Drop the Peg. Until recently there has been little complaint about pegging of Government bonds. Bondholders liked the guaranteed market. But as commercial interest rates edged upwards (Reynolds Tobacco Co. had to promise 4 1/2% last week on a $26 million issue of preferred stock, compared to 3.6% on an issue in mid-1945), big bondholders, notably insurance companies, began to unload on FRB. They could put their money in better paying private issues or out to loan. Had the unloading reached such a point that FRB should stop supporting the market?

One man who thought so was the Equitable Life Assurance Society's Thomas I. Parkinson. Said Parkinson: "Neither banks nor life-insurance companies have any right to expect a guaranteed buyer." Parkinson thought that FRB should let the bonds find their own level in a free market. His argument was that lower bond prices meant higher yields, and higher yields on Treasuries would in turn push up the commercial interest rate. Making credit more expensive, thought Parkinson, would help nip inflation.

The Real Culprits. The case for support was made before the American Bankers Association last week in Detroit by its former president, Frank C. Rathje, of Chicago's Mutual National Bank. Dropping the peg, he said, might well "provoke a storm." The real inflationary culprits, charged Rathje, were not the banks, but the non-bank lending agencies, primarily the insurance companies.

In the twelve months ending June 30, he said, the insurance companies had cashed in nearly $3 billion worth of Government securities, twice as much as the banks, and had upped their loans and investments by $6 billion. Altogether, said Rathje, the lending power of non-bank interests had risen by $15 billion, or at three times the rate of FRB member banks. His remedy: put the lending of non-bank agencies under federal regulation.

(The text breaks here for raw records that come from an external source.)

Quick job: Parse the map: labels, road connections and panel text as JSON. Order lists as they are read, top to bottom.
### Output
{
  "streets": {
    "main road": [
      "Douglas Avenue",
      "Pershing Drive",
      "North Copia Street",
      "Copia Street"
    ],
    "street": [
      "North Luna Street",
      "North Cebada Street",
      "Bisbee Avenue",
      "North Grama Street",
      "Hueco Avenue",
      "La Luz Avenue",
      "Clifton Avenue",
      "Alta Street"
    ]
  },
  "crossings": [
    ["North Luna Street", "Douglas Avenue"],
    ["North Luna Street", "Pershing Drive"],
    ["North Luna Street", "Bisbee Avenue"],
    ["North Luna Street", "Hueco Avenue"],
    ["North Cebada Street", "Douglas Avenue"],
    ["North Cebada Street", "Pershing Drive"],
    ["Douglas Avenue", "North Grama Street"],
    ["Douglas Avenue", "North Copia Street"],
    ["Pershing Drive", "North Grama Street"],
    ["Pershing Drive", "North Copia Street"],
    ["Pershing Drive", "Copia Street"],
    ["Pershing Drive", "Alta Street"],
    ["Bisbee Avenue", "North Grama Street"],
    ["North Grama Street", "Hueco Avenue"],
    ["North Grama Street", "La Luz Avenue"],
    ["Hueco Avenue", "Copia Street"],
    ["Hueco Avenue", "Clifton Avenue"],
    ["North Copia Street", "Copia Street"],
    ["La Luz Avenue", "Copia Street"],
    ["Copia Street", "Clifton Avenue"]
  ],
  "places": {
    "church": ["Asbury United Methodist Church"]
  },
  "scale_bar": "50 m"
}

ABA's outgoing President Joseph M. Dodge admitted that "pegged bond prices are an inflationary process." But he thought that scrapping the supports would probably not do much good in checking inflation, and in effect the chance of upsetting the delicate handling of the U.S. public debt was not worth taking.

End the Boom? No one knew for sure what would happen if the peg was abandoned. But Secretary of the Treasury John Snyder was well aware of what had happened in 1920. Liberty Bond prices dropped abruptly nearly 20% and helped pull the whole economy into a postwar slump. And in 1920 the interest-bearing public debt amounted to only $24 billion. This year, with $251 billion outstanding, the Treasury thought the shock to the U.S. might be far worse.

Furthermore, the Government had to think of sales: its need for public money is far from over. In the next twelve months it must refund $49 billion worth of maturing securities, in the next five years $100 billion, not counting any new borrowing to finance the armament program ahead. It expects to do this refunding by getting much of its cash from the bond market, which depends on public confidence in the stability of Government bonds.

Was there a middle way? In the current FORTUNE, Russell C. Leffingwell, chairman of J. P. Morgan & Co., Inc., suggested one course. He is against supporting the bonds above par because it "makes the market, and not the Federal Reserve, the master" of the U.S. money supply. He suggested that FRB have no pegged price, but support the market only when it thinks necessary. In effect, it should let the price of Government bonds fluctuate within set limits. Many another banker would go further and withdraw support until the price had fallen below par, then peg it somewhere below par. That would force big bondholders to hold on to their bonds until maturity or take a loss--and thus much inflationary credit would be squeezed out of the economy. If bonds continued to flood into FRB, it looked as if the Treasury would soon have to do something to stop the dumping.